* _Saved entries_

Start of Block

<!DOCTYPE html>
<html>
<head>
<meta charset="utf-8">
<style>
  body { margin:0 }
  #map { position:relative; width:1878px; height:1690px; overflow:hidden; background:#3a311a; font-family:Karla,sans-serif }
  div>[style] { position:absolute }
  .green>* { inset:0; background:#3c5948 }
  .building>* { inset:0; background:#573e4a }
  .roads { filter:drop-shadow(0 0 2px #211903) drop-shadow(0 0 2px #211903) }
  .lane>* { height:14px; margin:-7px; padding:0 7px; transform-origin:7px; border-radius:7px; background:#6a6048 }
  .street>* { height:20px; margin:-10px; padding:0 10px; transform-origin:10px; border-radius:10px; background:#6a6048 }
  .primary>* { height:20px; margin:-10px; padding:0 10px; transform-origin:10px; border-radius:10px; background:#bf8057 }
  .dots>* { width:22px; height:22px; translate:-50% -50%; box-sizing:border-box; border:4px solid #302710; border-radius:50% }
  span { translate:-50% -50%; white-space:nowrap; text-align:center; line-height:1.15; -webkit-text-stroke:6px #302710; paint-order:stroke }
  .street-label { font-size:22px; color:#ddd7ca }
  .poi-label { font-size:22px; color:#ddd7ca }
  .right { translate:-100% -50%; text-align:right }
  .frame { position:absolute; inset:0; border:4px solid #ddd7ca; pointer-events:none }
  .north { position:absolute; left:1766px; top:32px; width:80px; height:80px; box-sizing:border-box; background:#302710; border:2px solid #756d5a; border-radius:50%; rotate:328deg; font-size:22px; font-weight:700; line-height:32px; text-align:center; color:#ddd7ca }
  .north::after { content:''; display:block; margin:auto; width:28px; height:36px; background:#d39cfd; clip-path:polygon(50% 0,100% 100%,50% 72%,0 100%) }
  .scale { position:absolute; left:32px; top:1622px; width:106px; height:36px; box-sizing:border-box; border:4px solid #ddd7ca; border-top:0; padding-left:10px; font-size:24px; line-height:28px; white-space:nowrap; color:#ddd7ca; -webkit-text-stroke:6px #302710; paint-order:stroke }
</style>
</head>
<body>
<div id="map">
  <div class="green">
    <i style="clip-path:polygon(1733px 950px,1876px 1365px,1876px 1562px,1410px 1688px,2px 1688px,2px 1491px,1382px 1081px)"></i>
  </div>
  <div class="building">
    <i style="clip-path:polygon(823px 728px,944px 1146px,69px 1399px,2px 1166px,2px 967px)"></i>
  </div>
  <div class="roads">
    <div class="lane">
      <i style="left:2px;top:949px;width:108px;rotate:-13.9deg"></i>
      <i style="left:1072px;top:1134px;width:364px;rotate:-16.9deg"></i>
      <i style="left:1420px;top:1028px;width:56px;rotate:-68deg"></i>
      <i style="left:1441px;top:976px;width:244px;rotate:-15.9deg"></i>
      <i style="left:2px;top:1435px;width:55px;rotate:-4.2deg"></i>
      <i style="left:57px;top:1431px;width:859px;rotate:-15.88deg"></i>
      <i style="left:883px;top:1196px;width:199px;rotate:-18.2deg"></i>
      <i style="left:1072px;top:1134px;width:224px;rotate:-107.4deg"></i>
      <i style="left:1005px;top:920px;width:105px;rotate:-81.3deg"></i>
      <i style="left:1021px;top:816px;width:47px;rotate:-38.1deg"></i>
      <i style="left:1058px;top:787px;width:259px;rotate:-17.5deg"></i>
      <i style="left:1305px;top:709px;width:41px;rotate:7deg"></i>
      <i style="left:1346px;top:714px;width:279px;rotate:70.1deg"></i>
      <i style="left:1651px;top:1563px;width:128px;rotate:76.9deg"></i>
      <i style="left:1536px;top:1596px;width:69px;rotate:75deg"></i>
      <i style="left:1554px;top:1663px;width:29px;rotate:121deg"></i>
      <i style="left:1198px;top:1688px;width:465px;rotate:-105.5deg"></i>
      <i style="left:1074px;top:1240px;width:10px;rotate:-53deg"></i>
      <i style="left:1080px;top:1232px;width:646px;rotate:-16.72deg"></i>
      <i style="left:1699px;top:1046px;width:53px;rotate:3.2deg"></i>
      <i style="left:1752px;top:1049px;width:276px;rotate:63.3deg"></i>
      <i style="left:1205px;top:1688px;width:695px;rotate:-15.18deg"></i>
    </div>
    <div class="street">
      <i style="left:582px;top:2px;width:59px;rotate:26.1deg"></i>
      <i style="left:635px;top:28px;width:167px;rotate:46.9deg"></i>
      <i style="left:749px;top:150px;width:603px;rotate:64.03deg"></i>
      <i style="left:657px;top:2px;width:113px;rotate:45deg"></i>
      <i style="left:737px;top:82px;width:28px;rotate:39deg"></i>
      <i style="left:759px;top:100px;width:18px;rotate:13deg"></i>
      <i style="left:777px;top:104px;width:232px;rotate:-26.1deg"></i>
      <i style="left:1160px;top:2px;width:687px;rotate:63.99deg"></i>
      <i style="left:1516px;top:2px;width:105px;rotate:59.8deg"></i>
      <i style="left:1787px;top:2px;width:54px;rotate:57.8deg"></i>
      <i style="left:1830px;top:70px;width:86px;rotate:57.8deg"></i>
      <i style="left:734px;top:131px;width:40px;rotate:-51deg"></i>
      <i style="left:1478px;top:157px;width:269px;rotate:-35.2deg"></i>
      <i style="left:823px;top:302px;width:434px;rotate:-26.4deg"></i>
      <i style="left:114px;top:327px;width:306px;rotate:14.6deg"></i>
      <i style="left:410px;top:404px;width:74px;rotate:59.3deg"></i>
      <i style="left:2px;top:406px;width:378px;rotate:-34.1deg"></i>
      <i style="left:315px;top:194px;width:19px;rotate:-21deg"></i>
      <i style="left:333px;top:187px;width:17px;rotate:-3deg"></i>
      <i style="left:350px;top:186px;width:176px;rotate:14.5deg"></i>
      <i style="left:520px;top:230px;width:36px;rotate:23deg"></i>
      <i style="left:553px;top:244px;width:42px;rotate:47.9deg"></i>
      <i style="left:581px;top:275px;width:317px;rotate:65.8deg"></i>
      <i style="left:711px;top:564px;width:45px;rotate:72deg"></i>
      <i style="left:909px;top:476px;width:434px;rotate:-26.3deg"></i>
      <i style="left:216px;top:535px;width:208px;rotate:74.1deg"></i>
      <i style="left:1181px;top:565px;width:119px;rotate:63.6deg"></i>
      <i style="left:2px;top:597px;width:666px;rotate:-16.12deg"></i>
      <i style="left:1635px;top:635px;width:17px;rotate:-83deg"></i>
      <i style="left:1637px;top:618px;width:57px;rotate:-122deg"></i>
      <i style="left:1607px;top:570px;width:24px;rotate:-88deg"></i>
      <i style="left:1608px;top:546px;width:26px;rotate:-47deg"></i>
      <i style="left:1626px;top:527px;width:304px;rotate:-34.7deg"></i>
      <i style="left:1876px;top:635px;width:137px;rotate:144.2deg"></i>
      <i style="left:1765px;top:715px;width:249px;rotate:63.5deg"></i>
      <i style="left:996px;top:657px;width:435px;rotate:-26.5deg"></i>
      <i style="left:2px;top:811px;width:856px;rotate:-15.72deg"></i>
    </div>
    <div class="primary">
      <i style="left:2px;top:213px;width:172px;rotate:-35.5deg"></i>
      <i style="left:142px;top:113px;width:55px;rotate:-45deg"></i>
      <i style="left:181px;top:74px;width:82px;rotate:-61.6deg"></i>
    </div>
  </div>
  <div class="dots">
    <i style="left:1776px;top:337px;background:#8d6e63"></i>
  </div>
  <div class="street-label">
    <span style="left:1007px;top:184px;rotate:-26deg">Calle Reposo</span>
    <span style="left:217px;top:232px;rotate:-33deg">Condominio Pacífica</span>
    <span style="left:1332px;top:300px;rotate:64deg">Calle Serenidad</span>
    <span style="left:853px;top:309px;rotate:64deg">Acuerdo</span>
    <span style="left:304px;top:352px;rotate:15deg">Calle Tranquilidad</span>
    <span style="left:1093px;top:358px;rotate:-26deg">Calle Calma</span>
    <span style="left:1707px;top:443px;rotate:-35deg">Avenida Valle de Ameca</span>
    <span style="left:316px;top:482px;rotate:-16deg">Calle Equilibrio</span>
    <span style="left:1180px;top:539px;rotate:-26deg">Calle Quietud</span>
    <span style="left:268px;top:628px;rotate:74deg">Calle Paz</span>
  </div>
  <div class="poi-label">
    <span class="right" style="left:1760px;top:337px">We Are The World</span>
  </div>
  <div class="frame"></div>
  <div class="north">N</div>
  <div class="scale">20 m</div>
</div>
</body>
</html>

End of Block

* _EXERCISE REQUIREMENTS_
Quote the records from their first line to the line with "width:22px; height:22px; translate:-50%", inclusive, without adding or dropping anything.

* _EXERCISE SOLUTION_
<!DOCTYPE html>
<html>
<head>
<meta charset="utf-8">
<style>
  body { margin:0 }
  #map { position:relative; width:1878px; height:1690px; overflow:hidden; background:#3a311a; font-family:Karla,sans-serif }
  div>[style] { position:absolute }
  .green>* { inset:0; background:#3c5948 }
  .building>* { inset:0; background:#573e4a }
  .roads { filter:drop-shadow(0 0 2px #211903) drop-shadow(0 0 2px #211903) }
  .lane>* { height:14px; margin:-7px; padding:0 7px; transform-origin:7px; border-radius:7px; background:#6a6048 }
  .street>* { height:20px; margin:-10px; padding:0 10px; transform-origin:10px; border-radius:10px; background:#6a6048 }
  .primary>* { height:20px; margin:-10px; padding:0 10px; transform-origin:10px; border-radius:10px; background:#bf8057 }
  .dots>* { width:22px; height:22px; translate:-50% -50%; box-sizing:border-box; border:4px solid #302710; border-radius:50% }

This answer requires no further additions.